2016 is a year of anti-establishment. With the primary party nominations four months away, many voters are showing a distrust of Bush and Clinton, middle of the road politicians who represent through their policies and last names an era of American politics that the populace is walking away from en masse.
In one direction, the malcontent voters follow Donald Trump, who taps the unfiltered anger and bigoted nationalism under America’s surface. To the other, Bernie Sanders has attracted a following which is repulsed by the control of money over the nation, a voting populace which demands egalitarianism and humanitarianism be virtues of the most powerful country.
To this end, Sanders’ campaign is unprecedented in recent history for refusing to partake in the donating power of super PACs commonly associated with Citizens United’s declaration that money is speech. The socialist senator from Vermont is instead entirely relying on traditional donations, capped at $2,700. The majority, 76%, of these donations are considered small dollar donors, capped at $200, who have flocked to Sanders and his free-range hair at a pace which has broken all records, including Obama’s previously record breaking campaign in 2008.

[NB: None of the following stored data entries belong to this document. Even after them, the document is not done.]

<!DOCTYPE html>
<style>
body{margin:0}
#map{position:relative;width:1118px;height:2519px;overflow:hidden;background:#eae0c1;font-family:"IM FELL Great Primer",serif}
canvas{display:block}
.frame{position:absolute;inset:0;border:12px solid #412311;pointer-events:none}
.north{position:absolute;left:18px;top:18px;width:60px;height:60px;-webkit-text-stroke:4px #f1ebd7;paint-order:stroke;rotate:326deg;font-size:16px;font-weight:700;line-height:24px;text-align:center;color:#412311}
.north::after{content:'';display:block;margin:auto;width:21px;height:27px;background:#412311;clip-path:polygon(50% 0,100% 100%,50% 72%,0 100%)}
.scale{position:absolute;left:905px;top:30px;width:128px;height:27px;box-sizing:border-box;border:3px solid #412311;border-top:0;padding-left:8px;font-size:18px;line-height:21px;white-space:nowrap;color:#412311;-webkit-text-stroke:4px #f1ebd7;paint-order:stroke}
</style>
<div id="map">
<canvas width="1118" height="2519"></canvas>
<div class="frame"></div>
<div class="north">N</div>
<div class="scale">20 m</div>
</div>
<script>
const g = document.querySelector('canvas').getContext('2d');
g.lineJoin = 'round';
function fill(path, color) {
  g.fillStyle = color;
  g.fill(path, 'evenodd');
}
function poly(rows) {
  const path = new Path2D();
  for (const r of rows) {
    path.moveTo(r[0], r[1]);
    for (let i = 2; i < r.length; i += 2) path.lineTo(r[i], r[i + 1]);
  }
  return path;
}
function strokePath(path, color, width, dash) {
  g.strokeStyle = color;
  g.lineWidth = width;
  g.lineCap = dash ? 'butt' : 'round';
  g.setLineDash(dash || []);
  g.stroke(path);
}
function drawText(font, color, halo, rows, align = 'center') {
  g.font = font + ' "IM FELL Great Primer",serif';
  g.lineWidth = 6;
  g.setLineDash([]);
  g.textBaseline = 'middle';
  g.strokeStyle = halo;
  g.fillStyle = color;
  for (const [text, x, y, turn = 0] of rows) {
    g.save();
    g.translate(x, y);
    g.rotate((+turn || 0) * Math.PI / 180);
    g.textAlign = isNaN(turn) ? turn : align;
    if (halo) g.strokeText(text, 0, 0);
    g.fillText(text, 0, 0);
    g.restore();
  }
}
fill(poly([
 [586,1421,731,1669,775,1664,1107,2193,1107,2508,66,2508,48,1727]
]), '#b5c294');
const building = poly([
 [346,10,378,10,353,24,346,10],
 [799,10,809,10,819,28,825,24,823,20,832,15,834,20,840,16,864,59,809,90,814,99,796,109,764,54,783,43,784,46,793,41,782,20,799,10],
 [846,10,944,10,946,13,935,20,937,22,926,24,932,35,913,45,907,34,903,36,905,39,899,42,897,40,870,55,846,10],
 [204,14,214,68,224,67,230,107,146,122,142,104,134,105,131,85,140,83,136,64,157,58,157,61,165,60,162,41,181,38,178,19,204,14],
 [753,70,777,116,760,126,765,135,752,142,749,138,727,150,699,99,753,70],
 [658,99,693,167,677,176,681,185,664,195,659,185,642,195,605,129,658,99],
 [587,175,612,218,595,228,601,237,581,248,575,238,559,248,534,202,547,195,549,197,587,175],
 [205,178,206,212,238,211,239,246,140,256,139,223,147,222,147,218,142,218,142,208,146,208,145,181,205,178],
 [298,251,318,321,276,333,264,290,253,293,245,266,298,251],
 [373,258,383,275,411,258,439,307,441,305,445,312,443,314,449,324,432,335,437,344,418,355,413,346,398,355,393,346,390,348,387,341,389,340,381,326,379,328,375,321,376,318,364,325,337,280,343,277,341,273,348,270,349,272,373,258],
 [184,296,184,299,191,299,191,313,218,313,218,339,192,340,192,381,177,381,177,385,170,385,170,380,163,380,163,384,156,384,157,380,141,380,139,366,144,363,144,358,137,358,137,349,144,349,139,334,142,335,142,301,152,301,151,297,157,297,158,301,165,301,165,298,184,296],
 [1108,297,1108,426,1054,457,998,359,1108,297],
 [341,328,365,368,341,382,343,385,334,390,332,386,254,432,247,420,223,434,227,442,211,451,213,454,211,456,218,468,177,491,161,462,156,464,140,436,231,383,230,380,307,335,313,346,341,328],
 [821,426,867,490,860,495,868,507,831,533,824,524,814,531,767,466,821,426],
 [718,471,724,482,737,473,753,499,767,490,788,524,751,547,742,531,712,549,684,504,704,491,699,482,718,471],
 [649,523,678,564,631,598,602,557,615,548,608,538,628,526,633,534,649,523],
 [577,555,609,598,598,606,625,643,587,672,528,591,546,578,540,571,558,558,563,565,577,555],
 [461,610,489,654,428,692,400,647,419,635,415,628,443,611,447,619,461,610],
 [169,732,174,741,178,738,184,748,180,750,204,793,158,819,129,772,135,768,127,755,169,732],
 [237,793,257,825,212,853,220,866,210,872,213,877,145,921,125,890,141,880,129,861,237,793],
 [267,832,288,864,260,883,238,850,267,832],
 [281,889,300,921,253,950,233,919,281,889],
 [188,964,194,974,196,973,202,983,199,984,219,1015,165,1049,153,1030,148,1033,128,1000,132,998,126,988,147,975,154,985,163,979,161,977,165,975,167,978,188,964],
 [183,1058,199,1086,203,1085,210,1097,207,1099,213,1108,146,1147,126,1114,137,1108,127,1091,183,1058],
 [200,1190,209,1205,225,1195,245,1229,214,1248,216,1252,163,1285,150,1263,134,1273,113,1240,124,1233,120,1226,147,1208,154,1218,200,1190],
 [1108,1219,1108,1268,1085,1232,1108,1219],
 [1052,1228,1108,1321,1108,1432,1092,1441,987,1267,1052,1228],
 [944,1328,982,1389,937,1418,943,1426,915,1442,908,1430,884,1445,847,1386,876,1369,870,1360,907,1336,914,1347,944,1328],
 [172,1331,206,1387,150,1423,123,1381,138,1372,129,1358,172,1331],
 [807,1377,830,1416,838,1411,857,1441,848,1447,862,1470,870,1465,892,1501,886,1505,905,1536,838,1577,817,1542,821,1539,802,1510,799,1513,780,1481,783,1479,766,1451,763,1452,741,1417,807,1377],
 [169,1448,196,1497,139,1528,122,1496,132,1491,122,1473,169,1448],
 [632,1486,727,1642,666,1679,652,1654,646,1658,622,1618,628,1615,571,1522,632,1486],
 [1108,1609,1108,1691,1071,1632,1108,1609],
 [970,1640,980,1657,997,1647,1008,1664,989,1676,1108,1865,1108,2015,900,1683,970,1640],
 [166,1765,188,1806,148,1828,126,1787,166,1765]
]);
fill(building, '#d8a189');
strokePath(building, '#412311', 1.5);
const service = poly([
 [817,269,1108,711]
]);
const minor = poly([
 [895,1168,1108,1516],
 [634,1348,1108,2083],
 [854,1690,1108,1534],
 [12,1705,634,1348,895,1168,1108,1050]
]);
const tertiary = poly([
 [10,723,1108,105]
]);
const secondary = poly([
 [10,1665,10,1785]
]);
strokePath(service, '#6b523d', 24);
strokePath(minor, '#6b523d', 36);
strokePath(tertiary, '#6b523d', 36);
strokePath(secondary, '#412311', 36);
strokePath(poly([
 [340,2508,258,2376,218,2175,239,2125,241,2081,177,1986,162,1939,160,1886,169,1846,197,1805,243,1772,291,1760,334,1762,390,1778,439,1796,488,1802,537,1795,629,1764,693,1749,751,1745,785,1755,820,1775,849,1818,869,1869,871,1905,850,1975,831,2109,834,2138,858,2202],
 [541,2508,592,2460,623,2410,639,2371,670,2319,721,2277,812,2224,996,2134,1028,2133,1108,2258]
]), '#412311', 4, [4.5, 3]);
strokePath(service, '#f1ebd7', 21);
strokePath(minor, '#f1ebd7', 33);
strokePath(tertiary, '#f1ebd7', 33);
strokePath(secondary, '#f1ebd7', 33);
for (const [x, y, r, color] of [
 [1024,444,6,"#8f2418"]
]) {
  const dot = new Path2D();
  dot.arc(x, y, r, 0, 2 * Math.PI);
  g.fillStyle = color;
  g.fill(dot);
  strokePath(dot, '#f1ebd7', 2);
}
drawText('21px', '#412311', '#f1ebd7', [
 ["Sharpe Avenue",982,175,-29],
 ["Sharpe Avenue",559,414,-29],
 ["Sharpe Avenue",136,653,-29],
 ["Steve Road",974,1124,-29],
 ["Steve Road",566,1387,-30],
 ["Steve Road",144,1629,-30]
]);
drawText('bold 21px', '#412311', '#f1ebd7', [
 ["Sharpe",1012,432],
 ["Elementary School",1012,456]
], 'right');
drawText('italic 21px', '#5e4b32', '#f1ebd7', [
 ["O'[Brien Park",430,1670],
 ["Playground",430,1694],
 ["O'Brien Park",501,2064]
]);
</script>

Compare this to a Republican field where 130 or so families and their businesses provided over half the campaign dollars. Senator Ted Cruz was provided most of his $37 million by three families.
This is the political modus operandi of Sanders. An idealist who surely acknowledges that the majority of America does not fully support his branch of democratic socialism, he has presented American tailored ideals based on the precept of social responsibility and equality of economic opportunity.
In a country which has struggled with McCarthyism, it’s amazing to imagine the majority looking past its antiquated, propaganda filtered concept of what socialism is to consider a man who espouses it. But perhaps the populace has realized that any commentator describing one ideal as ‘evil’ and another as ‘good,’ supported by cherry picked analogies of countries more authoritarian than socialist, are full of their own.
Sanders’ socialism looks like single-payer health care, massive public infrastructure projects, and a progressive tax that will no longer favor the extremely wealthy.
Socialism is a fluid theory of economics and not governance, and the degree to which it extends depends on, in this case, the man running and his policies. With a track record for political integrity documented by the New York Times, a voter can have some confidence that Bernie has not played the seemingly unprecedented role of an honest politician for the last 60 years simply to bamboozle voters after all this time with Maoism.
Sanders’ politics were molded by a half-century of experience, in which ideals were compromised for pragmatism. But this politician’s ideals, inspired by Nordic countries who do not measure their growth by GDP but by happiness indexes, shine through in all he does.